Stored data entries
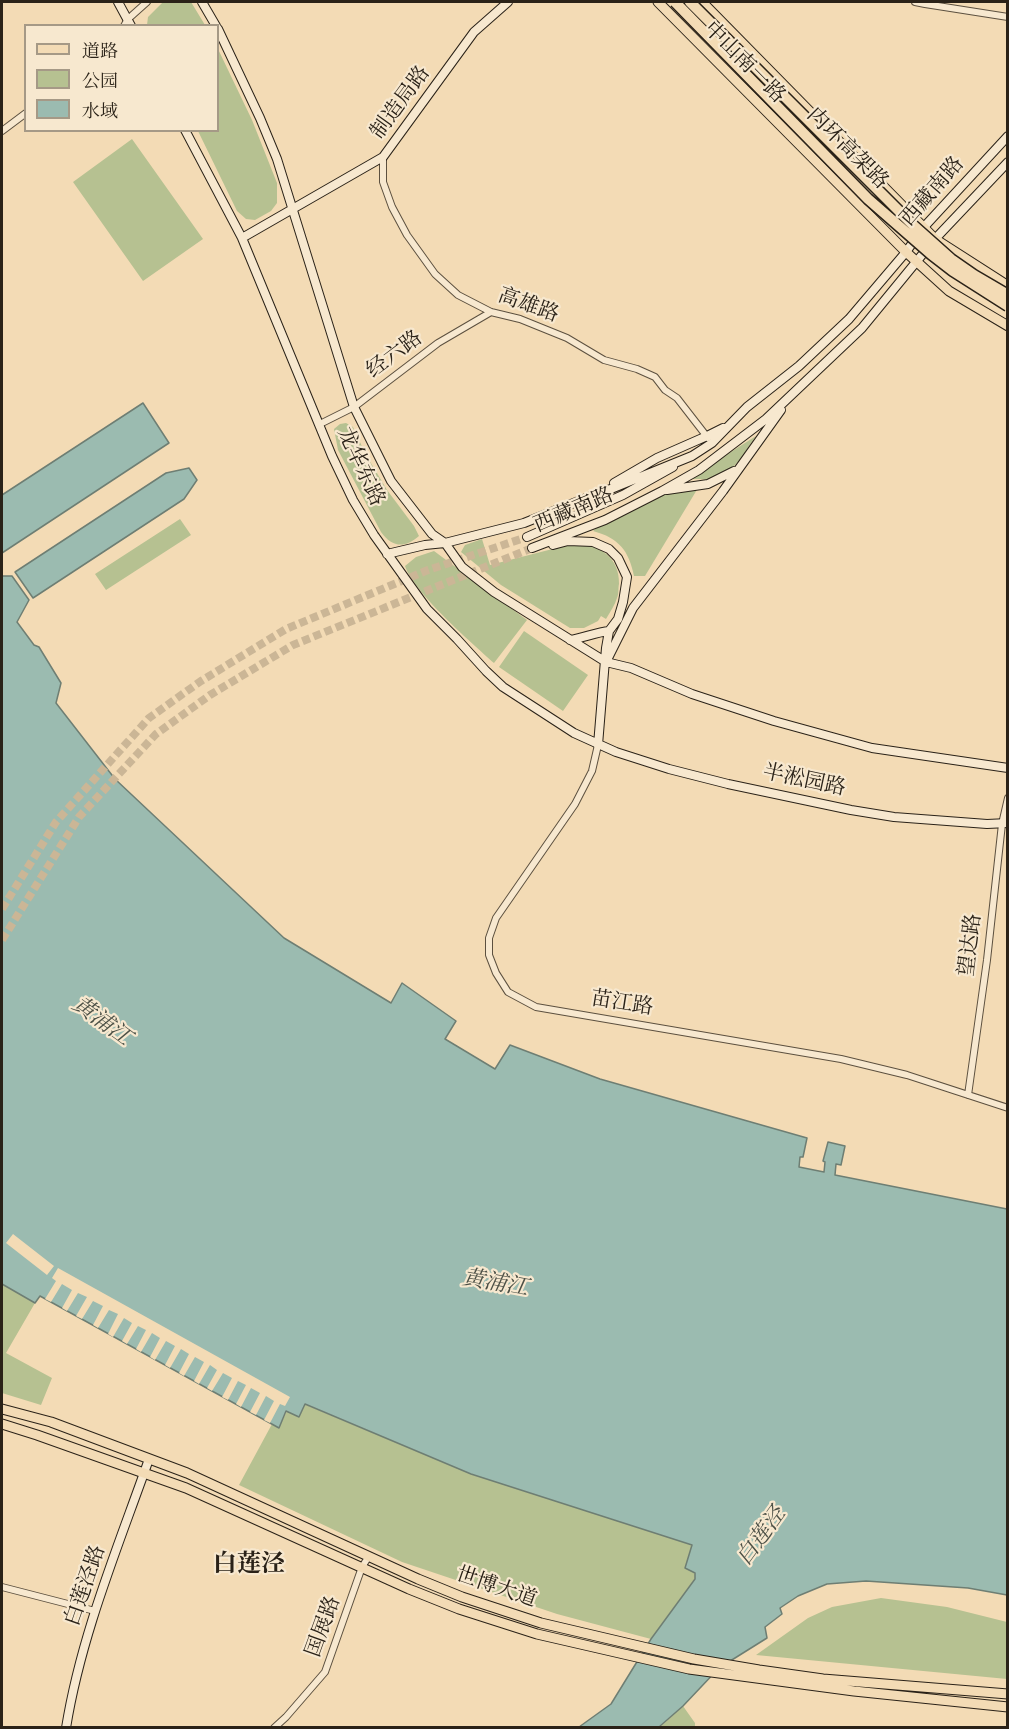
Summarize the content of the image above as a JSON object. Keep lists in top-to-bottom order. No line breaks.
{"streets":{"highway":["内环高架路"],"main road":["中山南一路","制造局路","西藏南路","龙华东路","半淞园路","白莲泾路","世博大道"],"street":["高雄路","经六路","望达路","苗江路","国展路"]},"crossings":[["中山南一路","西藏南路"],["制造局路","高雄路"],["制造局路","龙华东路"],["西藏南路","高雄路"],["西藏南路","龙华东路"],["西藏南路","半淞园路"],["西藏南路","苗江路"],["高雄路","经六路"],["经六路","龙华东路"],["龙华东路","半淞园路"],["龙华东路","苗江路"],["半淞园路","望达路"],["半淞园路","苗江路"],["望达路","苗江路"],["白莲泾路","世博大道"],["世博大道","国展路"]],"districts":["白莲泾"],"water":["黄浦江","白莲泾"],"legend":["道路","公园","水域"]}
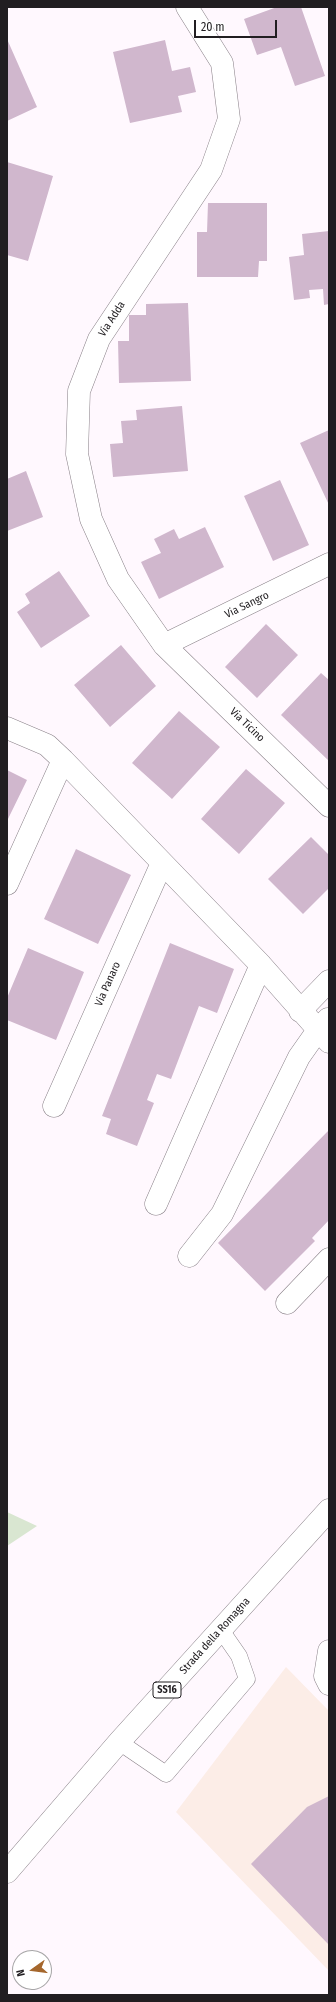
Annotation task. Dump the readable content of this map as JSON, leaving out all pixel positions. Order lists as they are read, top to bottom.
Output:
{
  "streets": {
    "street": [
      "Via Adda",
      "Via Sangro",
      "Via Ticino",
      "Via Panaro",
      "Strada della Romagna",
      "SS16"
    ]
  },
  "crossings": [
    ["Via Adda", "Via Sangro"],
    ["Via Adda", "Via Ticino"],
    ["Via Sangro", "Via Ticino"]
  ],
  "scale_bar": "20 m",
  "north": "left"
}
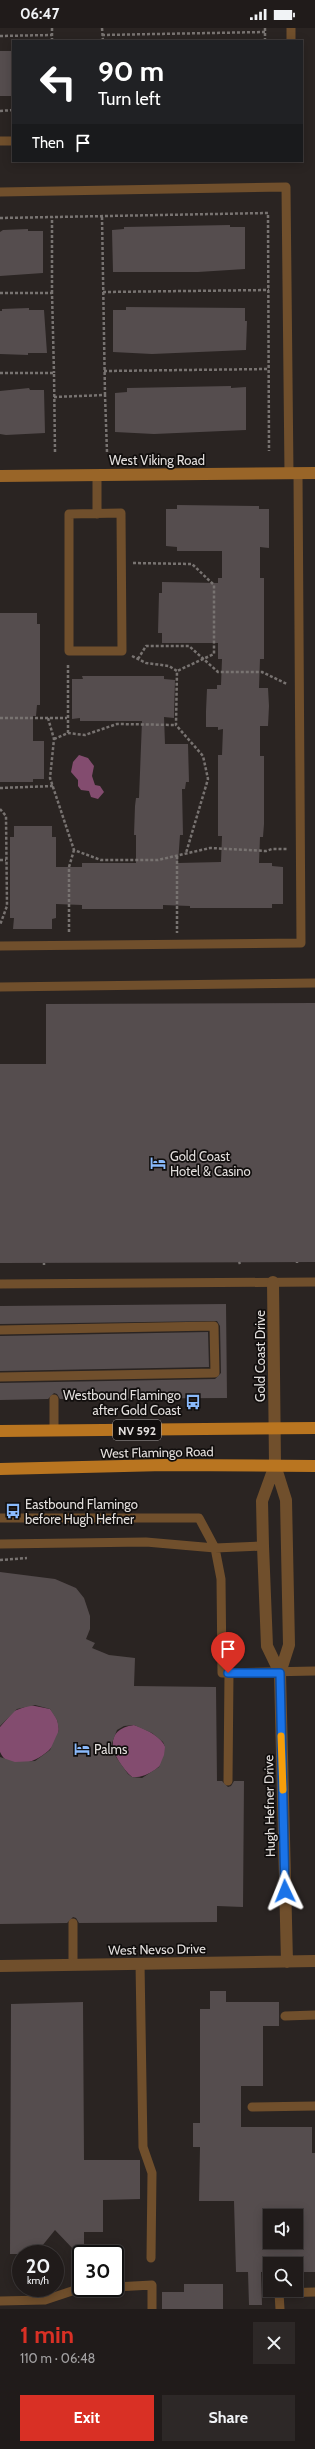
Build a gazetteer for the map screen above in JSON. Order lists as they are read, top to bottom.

**Problem**: Output the records above unchanged, minus their pictures.

**Your response**:
Summarize the content of the image above as a JSON object. Keep lists in top-to-bottom order. No line breaks.
{"streets":{"highway":["内环高架路"],"main road":["中山南一路","制造局路","西藏南路","龙华东路","半淞园路","白莲泾路","世博大道"],"street":["高雄路","经六路","望达路","苗江路","国展路"]},"crossings":[["中山南一路","西藏南路"],["制造局路","高雄路"],["制造局路","龙华东路"],["西藏南路","高雄路"],["西藏南路","龙华东路"],["西藏南路","半淞园路"],["西藏南路","苗江路"],["高雄路","经六路"],["经六路","龙华东路"],["龙华东路","半淞园路"],["龙华东路","苗江路"],["半淞园路","望达路"],["半淞园路","苗江路"],["望达路","苗江路"],["白莲泾路","世博大道"],["世博大道","国展路"]],"districts":["白莲泾"],"water":["黄浦江","白莲泾"],"legend":["道路","公园","水域"]}
Annotation task. Dump the readable content of this map as JSON, leaving out all pixel positions. Order lists as they are read, top to bottom.
Output:
{
  "streets": {
    "street": [
      "Via Adda",
      "Via Sangro",
      "Via Ticino",
      "Via Panaro",
      "Strada della Romagna",
      "SS16"
    ]
  },
  "crossings": [
    ["Via Adda", "Via Sangro"],
    ["Via Adda", "Via Ticino"],
    ["Via Sangro", "Via Ticino"]
  ],
  "scale_bar": "20 m",
  "north": "left"
}
Build a gazetteer for the map screen above in JSON. Order lists as they are read, top to bottom.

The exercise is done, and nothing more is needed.